#### Task data ####
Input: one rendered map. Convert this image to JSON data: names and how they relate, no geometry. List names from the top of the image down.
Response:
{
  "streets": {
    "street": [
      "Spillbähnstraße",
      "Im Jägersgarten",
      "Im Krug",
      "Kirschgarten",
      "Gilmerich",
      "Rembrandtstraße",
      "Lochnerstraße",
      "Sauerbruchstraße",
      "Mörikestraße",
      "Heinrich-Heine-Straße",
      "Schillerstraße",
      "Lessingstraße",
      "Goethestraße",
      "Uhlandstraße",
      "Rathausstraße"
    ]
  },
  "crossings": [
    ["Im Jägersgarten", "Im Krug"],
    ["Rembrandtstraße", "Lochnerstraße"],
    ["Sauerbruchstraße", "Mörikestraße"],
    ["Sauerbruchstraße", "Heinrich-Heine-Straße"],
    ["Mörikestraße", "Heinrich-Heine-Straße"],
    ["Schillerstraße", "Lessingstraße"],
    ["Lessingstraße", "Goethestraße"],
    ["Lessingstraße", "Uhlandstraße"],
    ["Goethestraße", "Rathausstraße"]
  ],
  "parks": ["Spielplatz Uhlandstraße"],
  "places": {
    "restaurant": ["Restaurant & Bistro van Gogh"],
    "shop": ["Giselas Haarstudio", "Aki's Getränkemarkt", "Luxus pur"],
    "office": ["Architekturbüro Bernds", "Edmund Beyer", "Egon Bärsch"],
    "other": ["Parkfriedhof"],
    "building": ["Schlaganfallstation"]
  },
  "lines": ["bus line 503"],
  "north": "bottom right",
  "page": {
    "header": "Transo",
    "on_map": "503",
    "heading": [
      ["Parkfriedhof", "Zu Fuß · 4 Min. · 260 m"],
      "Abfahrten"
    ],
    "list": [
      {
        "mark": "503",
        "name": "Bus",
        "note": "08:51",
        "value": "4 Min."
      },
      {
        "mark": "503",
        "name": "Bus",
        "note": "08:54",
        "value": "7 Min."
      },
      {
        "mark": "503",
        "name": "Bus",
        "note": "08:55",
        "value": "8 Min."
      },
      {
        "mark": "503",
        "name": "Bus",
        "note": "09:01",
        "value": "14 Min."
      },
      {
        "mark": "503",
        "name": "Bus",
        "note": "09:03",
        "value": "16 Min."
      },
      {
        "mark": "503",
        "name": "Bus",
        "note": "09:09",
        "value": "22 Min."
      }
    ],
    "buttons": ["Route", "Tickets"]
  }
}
####
Exercise instructions
Reproduce the records above in full and with exact wording.

Result for this exercise
Input: one rendered map. Convert this image to JSON data: names and how they relate, no geometry. List names from the top of the image down.
Response:
{
  "streets": {
    "street": [
      "Spillbähnstraße",
      "Im Jägersgarten",
      "Im Krug",
      "Kirschgarten",
      "Gilmerich",
      "Rembrandtstraße",
      "Lochnerstraße",
      "Sauerbruchstraße",
      "Mörikestraße",
      "Heinrich-Heine-Straße",
      "Schillerstraße",
      "Lessingstraße",
      "Goethestraße",
      "Uhlandstraße",
      "Rathausstraße"
    ]
  },
  "crossings": [
    ["Im Jägersgarten", "Im Krug"],
    ["Rembrandtstraße", "Lochnerstraße"],
    ["Sauerbruchstraße", "Mörikestraße"],
    ["Sauerbruchstraße", "Heinrich-Heine-Straße"],
    ["Mörikestraße", "Heinrich-Heine-Straße"],
    ["Schillerstraße", "Lessingstraße"],
    ["Lessingstraße", "Goethestraße"],
    ["Lessingstraße", "Uhlandstraße"],
    ["Goethestraße", "Rathausstraße"]
  ],
  "parks": ["Spielplatz Uhlandstraße"],
  "places": {
    "restaurant": ["Restaurant & Bistro van Gogh"],
    "shop": ["Giselas Haarstudio", "Aki's Getränkemarkt", "Luxus pur"],
    "office": ["Architekturbüro Bernds", "Edmund Beyer", "Egon Bärsch"],
    "other": ["Parkfriedhof"],
    "building": ["Schlaganfallstation"]
  },
  "lines": ["bus line 503"],
  "north": "bottom right",
  "page": {
    "header": "Transo",
    "on_map": "503",
    "heading": [
      ["Parkfriedhof", "Zu Fuß · 4 Min. · 260 m"],
      "Abfahrten"
    ],
    "list": [
      {
        "mark": "503",
        "name": "Bus",
        "note": "08:51",
        "value": "4 Min."
      },
      {
        "mark": "503",
        "name": "Bus",
        "note": "08:54",
        "value": "7 Min."
      },
      {
        "mark": "503",
        "name": "Bus",
        "note": "08:55",
        "value": "8 Min."
      },
      {
        "mark": "503",
        "name": "Bus",
        "note": "09:01",
        "value": "14 Min."
      },
      {
        "mark": "503",
        "name": "Bus",
        "note": "09:03",
        "value": "16 Min."
      },
      {
        "mark": "503",
        "name": "Bus",
        "note": "09:09",
        "value": "22 Min."
      }
    ],
    "buttons": ["Route", "Tickets"]
  }
}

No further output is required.